A facilitator during the training Chukwu Agozirim Ifoegbu of Be The Help Foundation, who took the farmers on the training session, said the use of agroecology and agro-forestry helps to increase soil nutrients through efficiency of water and carbon retention, urging them to avoid burning their farms as the farm remnants after harvest contributes to soil nutrients and crop yields.

Speaking at a training for farmers in K-Dere community in Gokana local council of Rivers State, Programmes Director of HOMEF, Joyce Brown said the training for farmers has become necessary because the international market is now rejecting most Nigerian farm produce because of excessive use of pesticides.

Brown noted that the use of organic fertilisers, organic pesticides, and agro-forestry would help to produce healthy foods and combat climate change in the country. “We did this training because we are trying to teach our farmers how to use these organic fertilisers as against using inorganic pesticides and fertilisers which have serious implications for human and environmental health and even our economy because many of our products are being rejected in the international market due to excessive use of pesticides.

“Agroecology and the use of organic agriculture actually focus on improving soil health and you know when we have healthy soil, we would be able to have better productivity and we would have healthy food because a lot of sicknesses today are linked to the food that we consume in addition to environmental pollution”.

Brown explains that agroecology also helps to mitigate the impact of climate change because it does not depend on fossil fuels and it also helps farms to be resilient to climate change, whereas industrial agriculture depends on fossil fuels, the production of those inorganic fertilisers releases a lot of greenhouse gases into the atmosphere.
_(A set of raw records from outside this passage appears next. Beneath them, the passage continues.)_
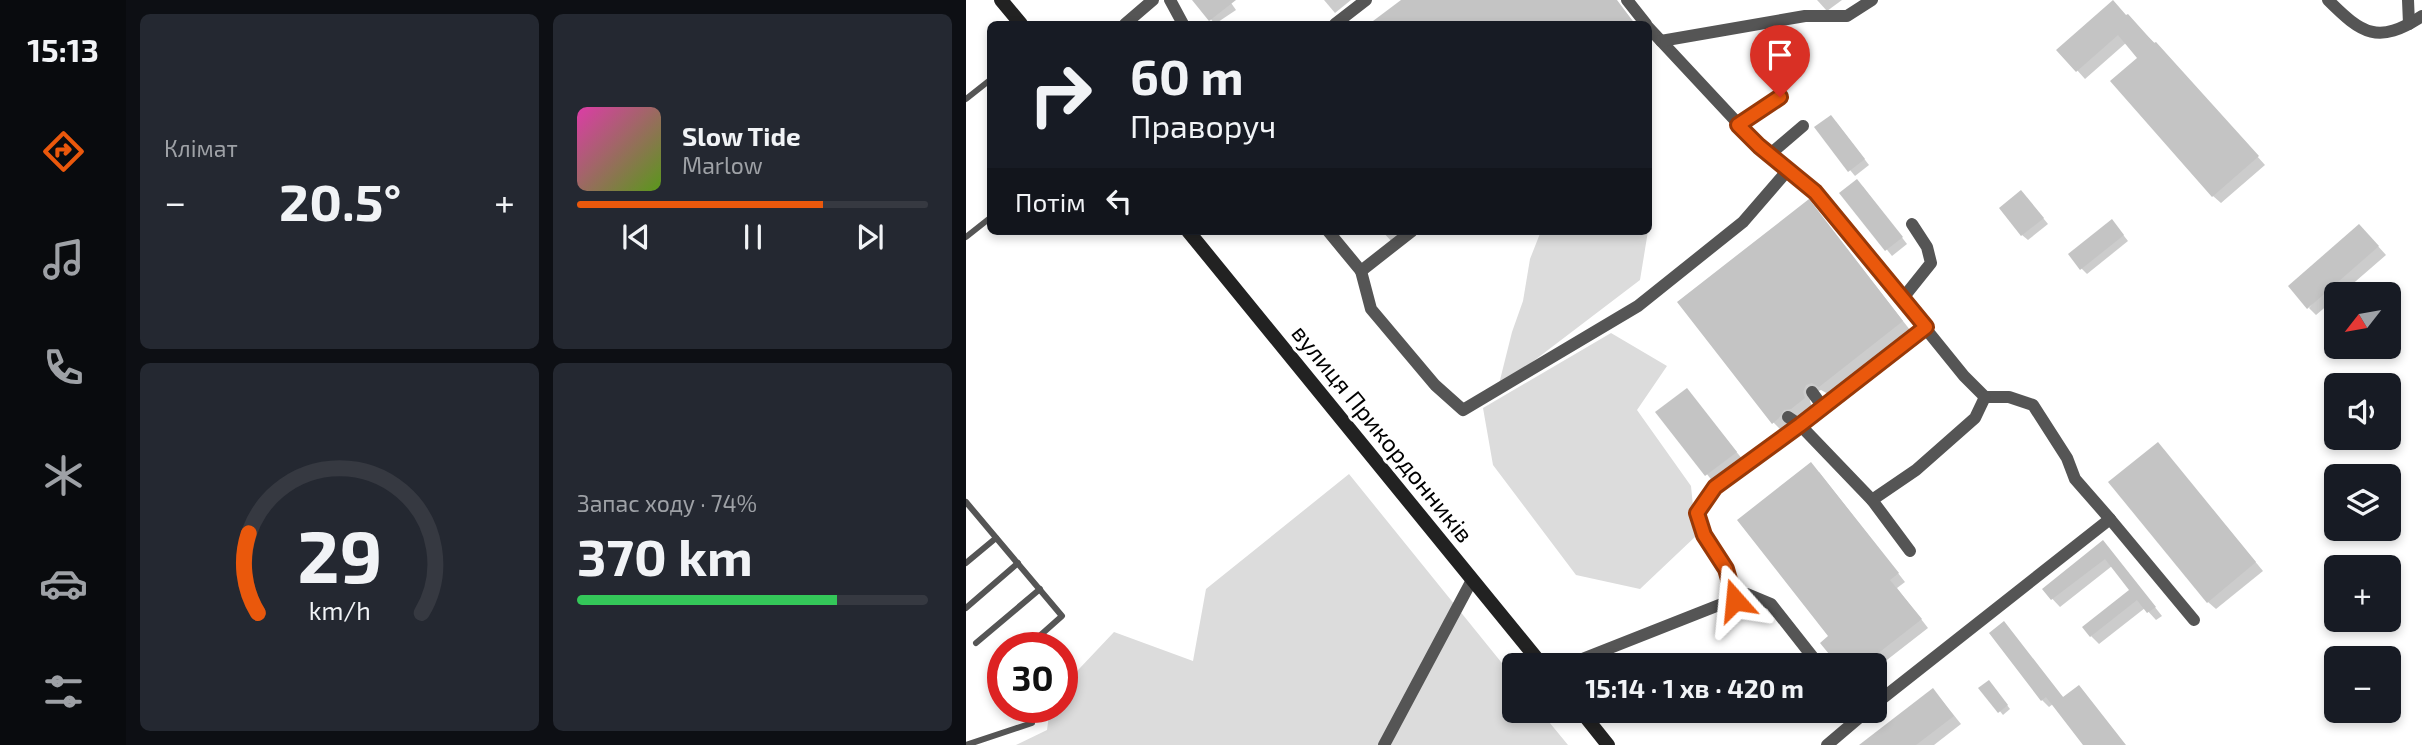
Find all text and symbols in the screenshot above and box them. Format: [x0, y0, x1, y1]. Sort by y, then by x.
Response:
pin [1750, 25, 1810, 97]
text: 15:13 [27, 30, 99, 68]
icon: arrive [1761, 36, 1799, 74]
text: 60 m [1130, 46, 1244, 105]
icon: right [1015, 49, 1106, 140]
text: Праворуч [1130, 106, 1276, 144]
text: Slow Tide [682, 120, 801, 151]
icon: directions [39, 127, 88, 176]
text: Клімат [164, 134, 238, 162]
text: Marlow [682, 151, 763, 179]
text: 20.5° [279, 169, 401, 231]
text: − [164, 178, 186, 224]
text: + [494, 178, 515, 224]
icon: left [1100, 182, 1138, 220]
text: Потім [1015, 186, 1086, 217]
icon: previous [617, 218, 655, 256]
icon: pause [734, 218, 772, 256]
icon: next [851, 218, 889, 256]
icon: music [39, 235, 88, 284]
north arrow [2324, 282, 2401, 359]
map controls [2324, 282, 2401, 723]
street label: вулиця Прикордонників [1286, 318, 1480, 548]
icon: phone [39, 343, 88, 392]
button: sound [2324, 373, 2401, 450]
icon: climate [39, 451, 88, 500]
button: layers [2324, 464, 2401, 541]
text: Запас ходу · 74% [577, 489, 757, 517]
text: 29 [297, 510, 382, 598]
text: 370 km [577, 524, 753, 586]
button: + [2324, 555, 2401, 632]
icon: car [39, 559, 88, 608]
position arrow [1698, 563, 1772, 637]
text: km/h [308, 595, 371, 625]
speed limit sign: 30 [987, 632, 1078, 723]
button: − [2324, 646, 2401, 723]
icon: filters [39, 667, 88, 716]
text: 15:14 · 1 хв · 420 m [1585, 672, 1804, 703]

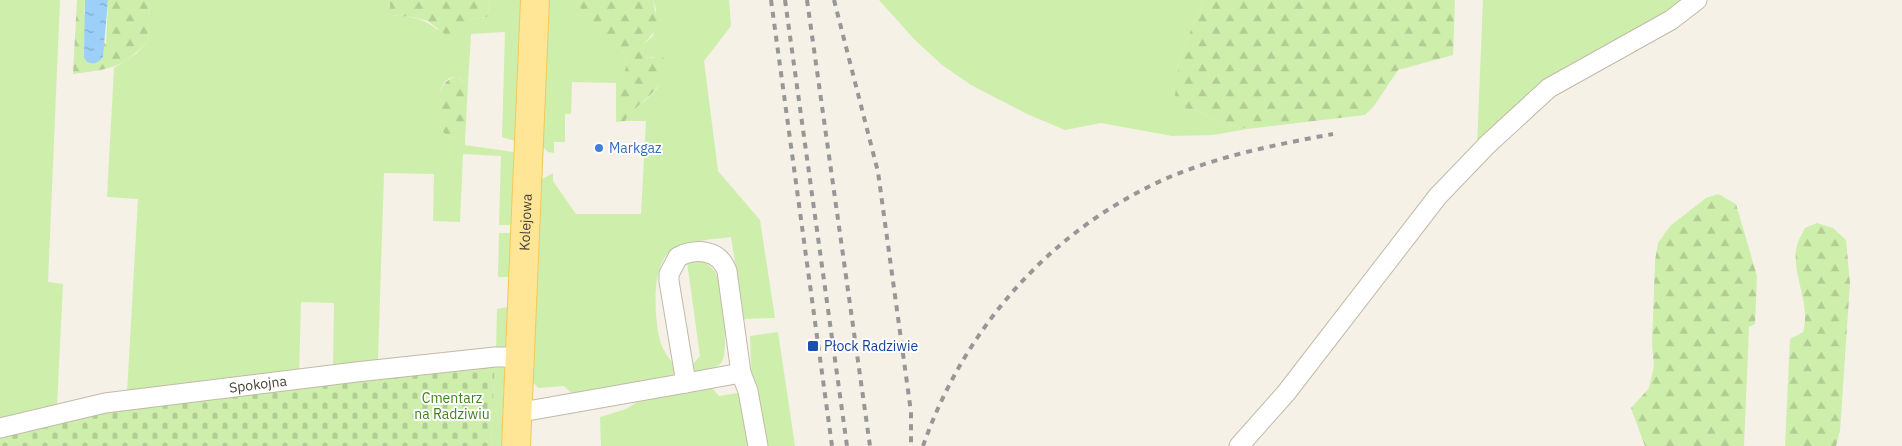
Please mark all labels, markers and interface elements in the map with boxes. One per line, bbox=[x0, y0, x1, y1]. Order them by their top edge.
place label: Markgaz bbox=[609, 139, 662, 157]
marker: Markgaz bbox=[593, 142, 605, 154]
street label: Kolejowa bbox=[515, 193, 536, 251]
place label: Płock Radziwie bbox=[824, 337, 919, 355]
marker: Płock Radziwie bbox=[806, 339, 820, 353]
street label: Spokojna bbox=[228, 372, 288, 397]
park label: Cmentarz na Radziwiu bbox=[414, 389, 490, 423]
Programme director of HOMEF have called for the ban of GMO said farmers don’t need it as a lot of them do not know the implication for the health of their environment.

“Our message to the government is to ban GMOs because, from interaction with farmers across the country, farmers keep telling us that they do not need GMOs. What they need is support in terms of extension services, showing them how to do agriculture in a way that works with their local environment, with their agroecology and for government to support by investing in agro-ecology and help our farmers to do much more working in line with nature.”
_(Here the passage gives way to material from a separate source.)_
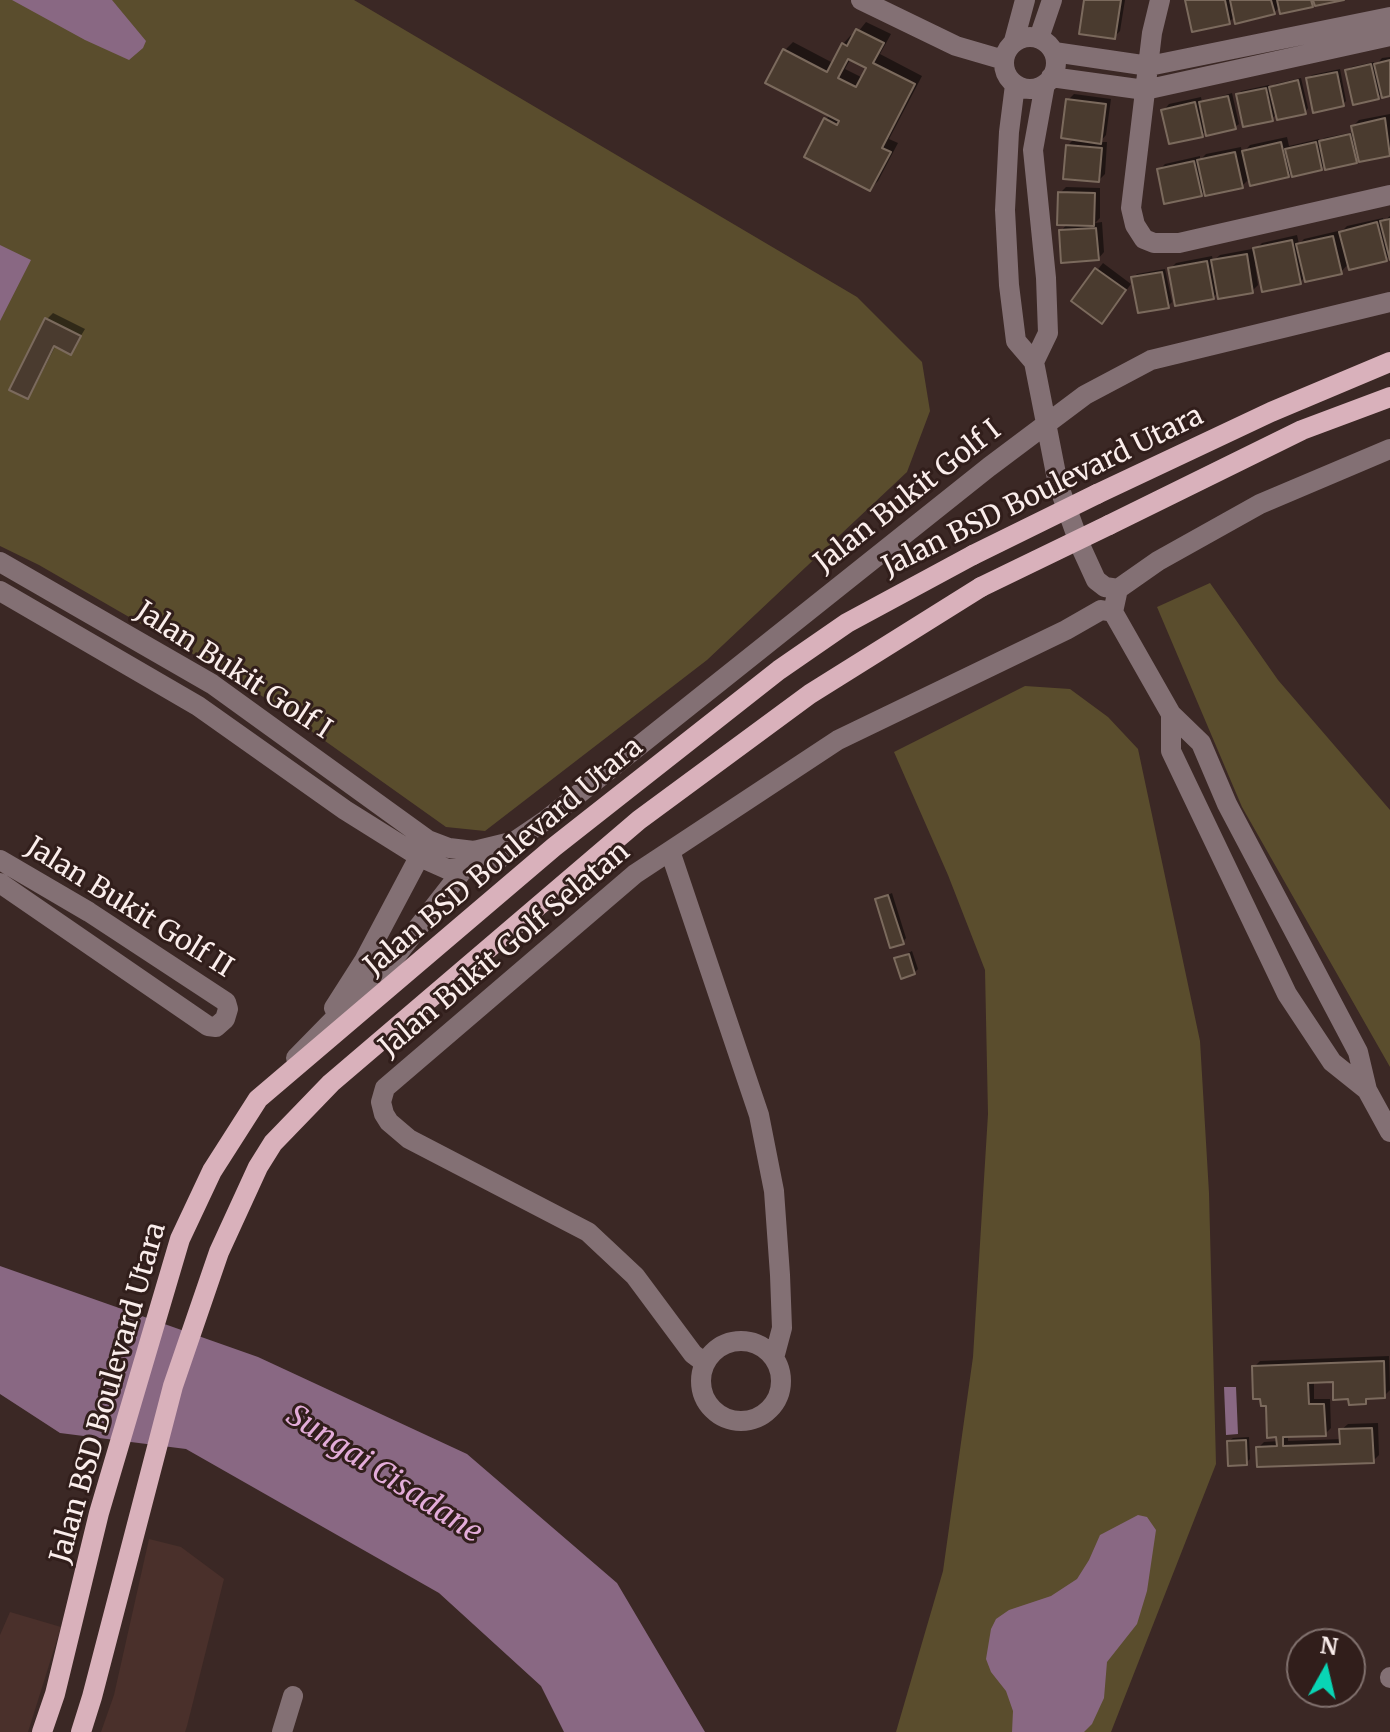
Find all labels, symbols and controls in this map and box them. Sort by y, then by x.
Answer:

On his part, Erabanabari Kobah, Director, Citizens Resource Services, a partner organisation said the soil in the area has suffered from several years of degradation which has led to dwindling crop yields, so there was need for application of natural fertilisers for better yield.

“Many years of oil exploration has devastated our environment to the point that farm produce is dwindling and farm income is also dwindling, the people continue to toil in their farms with little from it.So we think that it’s important if they are sensitised on some measures they can adopt towards improving their crop yields since they may not have money to buy pesticides that would also harm the environment”.

He called on the government at all levels to partner with NGOs like HOMEF to expand the training and also adopt initiatives that will be beneficial to farmers through agroecology.